> [Assignment]:
The listing below holds a line with "Parse this picture: labels, road" and a line with "I am building". Reproduce those two lines exactly, plus everything between them.

> [Information given]:
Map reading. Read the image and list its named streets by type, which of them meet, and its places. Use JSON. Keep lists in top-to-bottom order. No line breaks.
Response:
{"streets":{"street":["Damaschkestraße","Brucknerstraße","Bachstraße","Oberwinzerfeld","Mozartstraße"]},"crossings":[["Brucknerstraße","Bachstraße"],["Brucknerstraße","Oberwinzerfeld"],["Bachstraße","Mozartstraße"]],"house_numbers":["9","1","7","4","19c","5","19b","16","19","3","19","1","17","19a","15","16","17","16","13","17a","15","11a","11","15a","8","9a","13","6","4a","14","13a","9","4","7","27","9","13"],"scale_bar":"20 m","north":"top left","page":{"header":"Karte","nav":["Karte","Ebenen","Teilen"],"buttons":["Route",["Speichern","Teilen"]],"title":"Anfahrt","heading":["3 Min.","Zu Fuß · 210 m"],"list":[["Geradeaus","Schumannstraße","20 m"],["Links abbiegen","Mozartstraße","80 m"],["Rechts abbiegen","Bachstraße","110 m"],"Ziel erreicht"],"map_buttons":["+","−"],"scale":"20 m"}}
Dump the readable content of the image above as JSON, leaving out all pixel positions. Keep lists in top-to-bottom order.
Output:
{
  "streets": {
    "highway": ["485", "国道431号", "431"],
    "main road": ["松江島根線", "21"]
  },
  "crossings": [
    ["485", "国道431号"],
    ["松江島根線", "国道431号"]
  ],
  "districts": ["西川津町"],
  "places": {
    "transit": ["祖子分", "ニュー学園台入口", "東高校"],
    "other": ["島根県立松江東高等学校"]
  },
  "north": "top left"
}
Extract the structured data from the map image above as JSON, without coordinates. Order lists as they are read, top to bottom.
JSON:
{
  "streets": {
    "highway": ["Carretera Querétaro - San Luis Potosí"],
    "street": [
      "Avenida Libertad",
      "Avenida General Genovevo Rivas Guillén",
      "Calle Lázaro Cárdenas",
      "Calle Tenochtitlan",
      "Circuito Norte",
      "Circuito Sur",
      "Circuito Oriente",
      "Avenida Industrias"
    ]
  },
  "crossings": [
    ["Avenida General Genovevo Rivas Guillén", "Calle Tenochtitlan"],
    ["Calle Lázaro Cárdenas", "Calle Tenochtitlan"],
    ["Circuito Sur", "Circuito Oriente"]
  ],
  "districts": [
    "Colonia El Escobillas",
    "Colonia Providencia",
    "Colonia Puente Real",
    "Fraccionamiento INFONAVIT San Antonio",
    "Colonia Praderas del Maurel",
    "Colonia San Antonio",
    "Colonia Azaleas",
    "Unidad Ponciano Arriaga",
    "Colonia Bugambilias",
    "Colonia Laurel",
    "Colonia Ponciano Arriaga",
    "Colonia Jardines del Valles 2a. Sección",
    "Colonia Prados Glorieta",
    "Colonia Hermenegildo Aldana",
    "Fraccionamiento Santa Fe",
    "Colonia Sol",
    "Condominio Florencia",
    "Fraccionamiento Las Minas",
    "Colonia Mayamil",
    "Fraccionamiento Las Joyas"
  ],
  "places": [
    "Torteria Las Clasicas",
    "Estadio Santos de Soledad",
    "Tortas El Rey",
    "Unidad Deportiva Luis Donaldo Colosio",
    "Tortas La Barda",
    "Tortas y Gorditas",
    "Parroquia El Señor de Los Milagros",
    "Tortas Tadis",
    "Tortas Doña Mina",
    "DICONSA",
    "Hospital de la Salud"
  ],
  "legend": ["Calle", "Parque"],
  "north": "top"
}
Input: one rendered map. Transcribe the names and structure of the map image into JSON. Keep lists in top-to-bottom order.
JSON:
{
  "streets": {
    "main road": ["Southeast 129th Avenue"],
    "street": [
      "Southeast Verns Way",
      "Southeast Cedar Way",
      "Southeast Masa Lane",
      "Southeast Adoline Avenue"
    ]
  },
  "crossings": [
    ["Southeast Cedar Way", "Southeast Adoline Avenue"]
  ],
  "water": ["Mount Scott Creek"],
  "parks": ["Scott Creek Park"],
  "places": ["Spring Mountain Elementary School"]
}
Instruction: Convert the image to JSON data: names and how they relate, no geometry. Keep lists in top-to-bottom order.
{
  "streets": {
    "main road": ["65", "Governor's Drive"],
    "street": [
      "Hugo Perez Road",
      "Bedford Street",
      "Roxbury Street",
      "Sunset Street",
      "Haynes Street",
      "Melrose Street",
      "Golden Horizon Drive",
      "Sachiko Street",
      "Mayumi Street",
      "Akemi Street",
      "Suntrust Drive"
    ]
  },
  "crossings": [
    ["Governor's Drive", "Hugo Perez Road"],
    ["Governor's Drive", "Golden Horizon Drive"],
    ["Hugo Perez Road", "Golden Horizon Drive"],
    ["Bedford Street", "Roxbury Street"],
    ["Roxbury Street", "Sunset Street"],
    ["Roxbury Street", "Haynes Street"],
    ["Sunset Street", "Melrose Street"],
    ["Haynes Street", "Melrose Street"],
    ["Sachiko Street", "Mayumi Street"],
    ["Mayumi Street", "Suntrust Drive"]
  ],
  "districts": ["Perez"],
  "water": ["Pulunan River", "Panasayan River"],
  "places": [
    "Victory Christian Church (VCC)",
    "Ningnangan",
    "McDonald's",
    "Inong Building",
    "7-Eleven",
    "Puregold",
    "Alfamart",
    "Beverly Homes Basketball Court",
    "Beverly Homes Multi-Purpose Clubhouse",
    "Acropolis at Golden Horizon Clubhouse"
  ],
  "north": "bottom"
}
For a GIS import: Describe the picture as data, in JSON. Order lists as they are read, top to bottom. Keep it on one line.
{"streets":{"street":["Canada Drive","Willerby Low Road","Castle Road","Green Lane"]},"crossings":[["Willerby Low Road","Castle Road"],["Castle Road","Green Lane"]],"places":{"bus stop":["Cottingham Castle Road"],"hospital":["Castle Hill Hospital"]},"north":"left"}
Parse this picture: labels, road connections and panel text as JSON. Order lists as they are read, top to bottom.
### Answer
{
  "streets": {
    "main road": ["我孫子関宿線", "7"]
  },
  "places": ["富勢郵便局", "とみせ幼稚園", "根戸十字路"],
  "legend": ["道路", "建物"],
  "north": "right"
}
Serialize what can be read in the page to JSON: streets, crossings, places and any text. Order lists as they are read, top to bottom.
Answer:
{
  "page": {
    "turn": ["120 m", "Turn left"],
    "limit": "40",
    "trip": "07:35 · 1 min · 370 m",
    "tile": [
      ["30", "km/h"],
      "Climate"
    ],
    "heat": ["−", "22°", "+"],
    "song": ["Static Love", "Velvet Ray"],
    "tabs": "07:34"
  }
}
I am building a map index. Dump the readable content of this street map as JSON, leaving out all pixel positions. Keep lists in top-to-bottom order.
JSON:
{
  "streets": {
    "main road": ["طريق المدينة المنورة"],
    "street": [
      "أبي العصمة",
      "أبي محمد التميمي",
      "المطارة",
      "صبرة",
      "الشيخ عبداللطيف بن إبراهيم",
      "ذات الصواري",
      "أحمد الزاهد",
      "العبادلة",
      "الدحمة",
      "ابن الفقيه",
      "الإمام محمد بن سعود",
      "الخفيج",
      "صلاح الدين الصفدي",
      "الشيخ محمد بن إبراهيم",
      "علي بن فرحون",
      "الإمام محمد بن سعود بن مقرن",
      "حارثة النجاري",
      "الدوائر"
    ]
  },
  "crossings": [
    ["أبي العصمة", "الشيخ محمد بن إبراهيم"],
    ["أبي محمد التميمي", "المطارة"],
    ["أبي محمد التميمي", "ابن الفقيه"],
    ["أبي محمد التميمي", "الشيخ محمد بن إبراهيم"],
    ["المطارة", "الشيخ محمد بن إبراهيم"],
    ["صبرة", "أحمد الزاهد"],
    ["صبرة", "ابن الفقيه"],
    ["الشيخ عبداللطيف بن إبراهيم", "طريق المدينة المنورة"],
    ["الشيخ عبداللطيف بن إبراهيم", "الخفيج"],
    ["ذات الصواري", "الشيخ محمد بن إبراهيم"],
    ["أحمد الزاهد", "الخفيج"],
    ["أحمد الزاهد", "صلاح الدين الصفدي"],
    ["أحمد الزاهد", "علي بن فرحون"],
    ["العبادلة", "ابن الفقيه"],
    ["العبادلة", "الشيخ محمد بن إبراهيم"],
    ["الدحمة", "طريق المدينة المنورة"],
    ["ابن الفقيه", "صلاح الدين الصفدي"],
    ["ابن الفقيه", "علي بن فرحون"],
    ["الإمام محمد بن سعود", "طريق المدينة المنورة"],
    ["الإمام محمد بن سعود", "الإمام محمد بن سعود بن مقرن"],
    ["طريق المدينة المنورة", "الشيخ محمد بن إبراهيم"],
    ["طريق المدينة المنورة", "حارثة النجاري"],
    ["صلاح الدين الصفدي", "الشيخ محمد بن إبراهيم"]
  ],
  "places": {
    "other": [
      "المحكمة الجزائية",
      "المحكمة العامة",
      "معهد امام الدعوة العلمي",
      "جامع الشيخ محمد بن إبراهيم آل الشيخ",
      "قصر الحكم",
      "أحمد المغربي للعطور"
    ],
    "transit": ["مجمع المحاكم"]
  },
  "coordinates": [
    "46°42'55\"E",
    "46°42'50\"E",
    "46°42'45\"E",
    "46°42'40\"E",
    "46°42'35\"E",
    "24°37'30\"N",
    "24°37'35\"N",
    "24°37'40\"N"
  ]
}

> [Response]:
Parse this picture: labels, road connections and panel text as JSON. Order lists as they are read, top to bottom.
### Answer
{
  "streets": {
    "main road": ["我孫子関宿線", "7"]
  },
  "places": ["富勢郵便局", "とみせ幼稚園", "根戸十字路"],
  "legend": ["道路", "建物"],
  "north": "right"
}
Serialize what can be read in the page to JSON: streets, crossings, places and any text. Order lists as they are read, top to bottom.
Answer:
{
  "page": {
    "turn": ["120 m", "Turn left"],
    "limit": "40",
    "trip": "07:35 · 1 min · 370 m",
    "tile": [
      ["30", "km/h"],
      "Climate"
    ],
    "heat": ["−", "22°", "+"],
    "song": ["Static Love", "Velvet Ray"],
    "tabs": "07:34"
  }
}
I am building a map index. Dump the readable content of this street map as JSON, leaving out all pixel positions. Keep lists in top-to-bottom order.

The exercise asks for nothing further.